I recall that, in 1979, the game was replaced by the Challenge Cup, a best of three affair between the NHL Stars and the Soviet Union, which was thrilling and memorable, if not as publicized as the never-to-be forgotten original 1972 Summit Series.  International hockey was kind of a new kid on the block at that time, as the NHL was still almost entirely Canadian. 

Still, Borje Salming was starring in Toronto and the WHA's Anders Hedberg and Ulf Nilsson had come to the Rangers after lighting up the scoreboard as line mates of Bobby Hull in Winnipeg of the WHA, so a revolution was already in the works.

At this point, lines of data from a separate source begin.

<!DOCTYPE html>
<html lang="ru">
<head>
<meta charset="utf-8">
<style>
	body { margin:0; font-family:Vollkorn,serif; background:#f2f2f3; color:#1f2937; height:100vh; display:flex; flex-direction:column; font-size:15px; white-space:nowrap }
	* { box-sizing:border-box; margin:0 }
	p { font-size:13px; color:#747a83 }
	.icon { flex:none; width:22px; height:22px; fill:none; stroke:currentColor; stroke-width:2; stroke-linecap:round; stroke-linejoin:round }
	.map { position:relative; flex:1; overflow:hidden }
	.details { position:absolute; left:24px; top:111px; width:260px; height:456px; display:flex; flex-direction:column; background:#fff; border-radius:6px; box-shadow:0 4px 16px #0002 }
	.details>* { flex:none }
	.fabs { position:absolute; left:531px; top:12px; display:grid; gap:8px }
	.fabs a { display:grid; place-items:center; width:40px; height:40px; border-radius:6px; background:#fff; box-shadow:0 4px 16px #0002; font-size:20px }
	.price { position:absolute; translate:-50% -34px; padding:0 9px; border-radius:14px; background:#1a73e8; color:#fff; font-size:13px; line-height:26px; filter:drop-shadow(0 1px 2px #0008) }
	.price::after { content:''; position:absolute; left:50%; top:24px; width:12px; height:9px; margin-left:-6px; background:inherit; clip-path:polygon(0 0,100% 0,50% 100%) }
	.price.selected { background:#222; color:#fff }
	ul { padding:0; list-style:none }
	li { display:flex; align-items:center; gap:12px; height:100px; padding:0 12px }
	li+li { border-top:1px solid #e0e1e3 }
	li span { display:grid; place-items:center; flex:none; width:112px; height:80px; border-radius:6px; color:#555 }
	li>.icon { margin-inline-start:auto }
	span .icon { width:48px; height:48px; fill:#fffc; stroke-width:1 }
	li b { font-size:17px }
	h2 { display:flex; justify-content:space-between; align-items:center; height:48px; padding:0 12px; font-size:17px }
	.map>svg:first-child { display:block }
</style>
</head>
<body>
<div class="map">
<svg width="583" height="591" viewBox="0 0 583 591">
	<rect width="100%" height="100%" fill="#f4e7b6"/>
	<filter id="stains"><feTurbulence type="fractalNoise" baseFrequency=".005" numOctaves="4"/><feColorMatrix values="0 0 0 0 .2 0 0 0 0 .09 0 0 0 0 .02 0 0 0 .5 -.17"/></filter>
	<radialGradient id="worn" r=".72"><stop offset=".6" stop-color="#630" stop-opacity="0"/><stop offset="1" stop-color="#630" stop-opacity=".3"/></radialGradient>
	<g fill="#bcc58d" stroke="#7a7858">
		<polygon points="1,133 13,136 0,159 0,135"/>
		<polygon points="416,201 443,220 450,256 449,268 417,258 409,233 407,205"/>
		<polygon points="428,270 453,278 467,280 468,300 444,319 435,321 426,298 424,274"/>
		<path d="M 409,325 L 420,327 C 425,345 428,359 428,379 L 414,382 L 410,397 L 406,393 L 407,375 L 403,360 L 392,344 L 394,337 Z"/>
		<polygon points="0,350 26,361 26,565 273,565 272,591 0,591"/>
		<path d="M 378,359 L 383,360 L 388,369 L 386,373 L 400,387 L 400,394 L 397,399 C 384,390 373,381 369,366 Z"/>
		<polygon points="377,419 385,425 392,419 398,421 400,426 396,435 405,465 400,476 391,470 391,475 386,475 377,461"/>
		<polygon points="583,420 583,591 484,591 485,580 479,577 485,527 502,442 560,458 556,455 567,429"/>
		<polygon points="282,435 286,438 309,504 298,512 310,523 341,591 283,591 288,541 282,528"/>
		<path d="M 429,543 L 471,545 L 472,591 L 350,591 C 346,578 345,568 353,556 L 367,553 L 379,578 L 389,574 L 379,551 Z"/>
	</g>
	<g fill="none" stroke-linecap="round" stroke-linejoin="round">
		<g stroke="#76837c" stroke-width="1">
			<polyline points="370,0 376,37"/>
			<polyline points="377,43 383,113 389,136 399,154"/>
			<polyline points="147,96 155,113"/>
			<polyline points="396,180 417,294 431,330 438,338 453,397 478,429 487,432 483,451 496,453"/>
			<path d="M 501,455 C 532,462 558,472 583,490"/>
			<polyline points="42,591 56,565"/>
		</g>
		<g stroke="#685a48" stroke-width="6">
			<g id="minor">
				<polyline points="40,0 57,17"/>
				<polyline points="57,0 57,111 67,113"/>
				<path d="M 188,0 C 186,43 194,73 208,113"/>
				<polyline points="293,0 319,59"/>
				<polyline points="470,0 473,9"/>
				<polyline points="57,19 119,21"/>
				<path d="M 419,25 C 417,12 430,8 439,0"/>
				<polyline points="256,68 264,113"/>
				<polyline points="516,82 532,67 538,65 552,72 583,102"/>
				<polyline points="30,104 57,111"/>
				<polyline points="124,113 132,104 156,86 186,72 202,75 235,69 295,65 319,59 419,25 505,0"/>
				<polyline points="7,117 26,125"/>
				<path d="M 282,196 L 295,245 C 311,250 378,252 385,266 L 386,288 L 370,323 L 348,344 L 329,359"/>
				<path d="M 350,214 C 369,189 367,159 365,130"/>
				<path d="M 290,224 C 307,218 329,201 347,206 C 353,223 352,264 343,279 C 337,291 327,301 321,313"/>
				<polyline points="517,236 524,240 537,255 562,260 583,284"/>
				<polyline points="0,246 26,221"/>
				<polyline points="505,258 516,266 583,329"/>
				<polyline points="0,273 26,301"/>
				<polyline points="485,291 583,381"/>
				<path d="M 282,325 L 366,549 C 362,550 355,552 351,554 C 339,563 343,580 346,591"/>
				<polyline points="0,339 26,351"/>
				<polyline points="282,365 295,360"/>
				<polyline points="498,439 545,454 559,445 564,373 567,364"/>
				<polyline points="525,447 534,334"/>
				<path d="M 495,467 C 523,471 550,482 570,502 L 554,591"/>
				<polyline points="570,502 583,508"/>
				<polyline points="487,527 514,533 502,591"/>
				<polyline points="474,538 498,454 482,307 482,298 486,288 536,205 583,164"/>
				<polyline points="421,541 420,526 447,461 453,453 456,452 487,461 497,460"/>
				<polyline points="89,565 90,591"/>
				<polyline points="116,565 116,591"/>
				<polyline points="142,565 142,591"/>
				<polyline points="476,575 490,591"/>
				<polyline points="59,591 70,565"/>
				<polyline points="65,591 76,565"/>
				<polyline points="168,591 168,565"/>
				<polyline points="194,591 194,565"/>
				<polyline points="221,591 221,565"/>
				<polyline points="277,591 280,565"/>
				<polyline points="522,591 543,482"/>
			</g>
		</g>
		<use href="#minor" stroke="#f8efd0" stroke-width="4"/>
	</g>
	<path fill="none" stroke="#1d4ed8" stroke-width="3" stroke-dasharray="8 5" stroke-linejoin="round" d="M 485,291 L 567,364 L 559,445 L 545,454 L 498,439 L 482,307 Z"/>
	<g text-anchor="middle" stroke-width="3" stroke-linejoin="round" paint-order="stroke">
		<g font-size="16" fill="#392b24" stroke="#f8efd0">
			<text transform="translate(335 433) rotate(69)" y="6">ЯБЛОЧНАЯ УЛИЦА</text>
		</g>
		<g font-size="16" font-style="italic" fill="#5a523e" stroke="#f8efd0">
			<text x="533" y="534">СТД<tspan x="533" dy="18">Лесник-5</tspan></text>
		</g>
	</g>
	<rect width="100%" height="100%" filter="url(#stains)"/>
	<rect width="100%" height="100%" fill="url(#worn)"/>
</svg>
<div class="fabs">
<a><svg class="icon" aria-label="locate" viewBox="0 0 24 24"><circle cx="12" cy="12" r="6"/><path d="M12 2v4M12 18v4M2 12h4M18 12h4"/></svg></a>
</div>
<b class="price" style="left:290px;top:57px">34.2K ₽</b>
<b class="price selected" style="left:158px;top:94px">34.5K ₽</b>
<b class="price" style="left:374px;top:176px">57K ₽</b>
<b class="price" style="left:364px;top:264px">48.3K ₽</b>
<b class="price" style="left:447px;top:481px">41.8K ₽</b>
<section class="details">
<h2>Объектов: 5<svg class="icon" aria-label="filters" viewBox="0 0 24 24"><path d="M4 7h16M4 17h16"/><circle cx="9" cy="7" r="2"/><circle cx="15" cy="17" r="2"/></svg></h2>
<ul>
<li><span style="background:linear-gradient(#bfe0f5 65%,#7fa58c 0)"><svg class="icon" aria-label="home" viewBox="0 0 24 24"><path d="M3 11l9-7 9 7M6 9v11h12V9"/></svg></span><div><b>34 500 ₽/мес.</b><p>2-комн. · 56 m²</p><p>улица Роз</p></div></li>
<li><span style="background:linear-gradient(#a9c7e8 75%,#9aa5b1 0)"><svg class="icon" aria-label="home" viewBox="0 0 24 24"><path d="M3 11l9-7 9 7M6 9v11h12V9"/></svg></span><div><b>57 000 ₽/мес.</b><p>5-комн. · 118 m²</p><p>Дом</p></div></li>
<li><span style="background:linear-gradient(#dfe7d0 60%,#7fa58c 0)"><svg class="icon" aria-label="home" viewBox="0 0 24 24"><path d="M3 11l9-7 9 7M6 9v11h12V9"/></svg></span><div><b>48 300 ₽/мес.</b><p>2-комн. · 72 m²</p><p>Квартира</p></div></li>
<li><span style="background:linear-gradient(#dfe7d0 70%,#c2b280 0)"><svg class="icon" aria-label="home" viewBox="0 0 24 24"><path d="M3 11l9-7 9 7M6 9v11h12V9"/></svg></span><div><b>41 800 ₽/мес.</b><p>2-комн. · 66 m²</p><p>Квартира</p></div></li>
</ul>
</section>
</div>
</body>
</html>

Once the NHL players joined the Olympic fun in 1998, the league finally hit upon a more marketable format for its big show:  North America vs the World.  (I never understood why the league used "the World", since all the players were from Europe and not from Asia, Africa, South America or Australia, but it was a step in the right direction...a kind of Olympic all-star match-up, complete with the drama of regular season teammates playing for opposing squads.)

It kept my interest for the five times it was played, from 1998 through 2002, before the league abandoned it for the more mundane East vs West match up.  Even that was bearable in comparison to the Staal-Lidstrom caper.  Hopefully, the NHL will eventually return to North America vs Europe and the national pride of many of the players will make the contest worth watching again.